Won Sign ₩
₩ (U+20A9) is a standard Unicode character that you can copy and paste anywhere text is accepted. This page provides a concise reference with safe tips, internal links, and practical guidance so you can use it reliably across apps and platforms.
What it is and where it’s used: Won Sign is part of the Symbols family (block: Currency Symbols). If you need styled or decorative alternatives, try our Fancy Text tool to generate compatible text that works in most modern interfaces.

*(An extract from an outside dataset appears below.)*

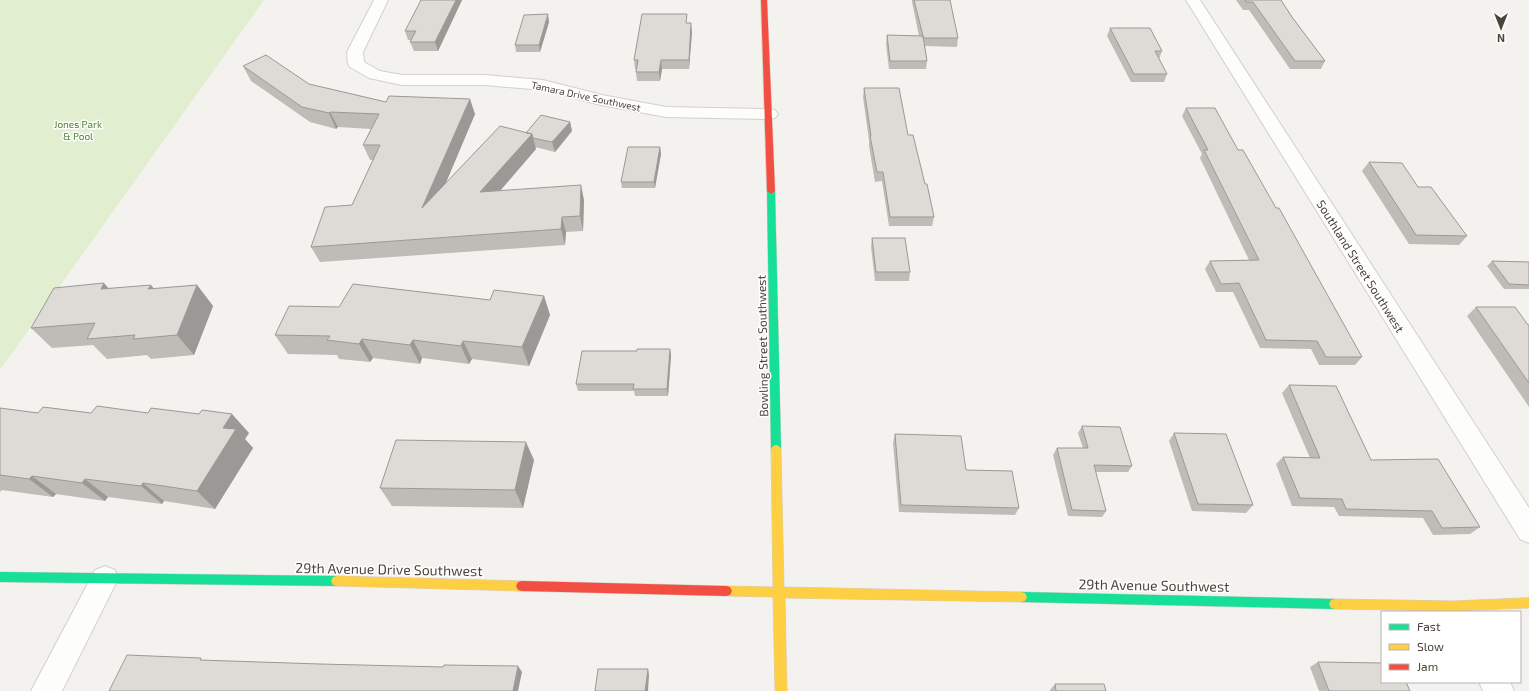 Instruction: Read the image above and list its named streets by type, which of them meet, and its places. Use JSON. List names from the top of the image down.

History & usage: The WON SIGN is a currency symbol with the codepoint U+20A9 in the Currency Symbols block. It sits in the Common script and is used to represent monetary units in prices and finance. In text, it helps readers identify amounts quickly and clearly. The symbol appears in various numeric formats and interacts with digits to form prices in financial documents and everyday transactions. Its use helps track value and cost across markets and records. The research language for this symbol focuses on how it communicates money and value in writing. The meaning stays the same even when the amount changes, while the surrounding formatting can differ. The WON SIGN serves as a compact sign that teams use in invoices, receipts, and catalogs. Users place it next to numbers or at the start of an amount, depending on local rules. This flexibility makes it useful in many regions and formats. The usage note highlights that formatting can vary by locale and that the symbol is part of standard financial notation across platforms and systems.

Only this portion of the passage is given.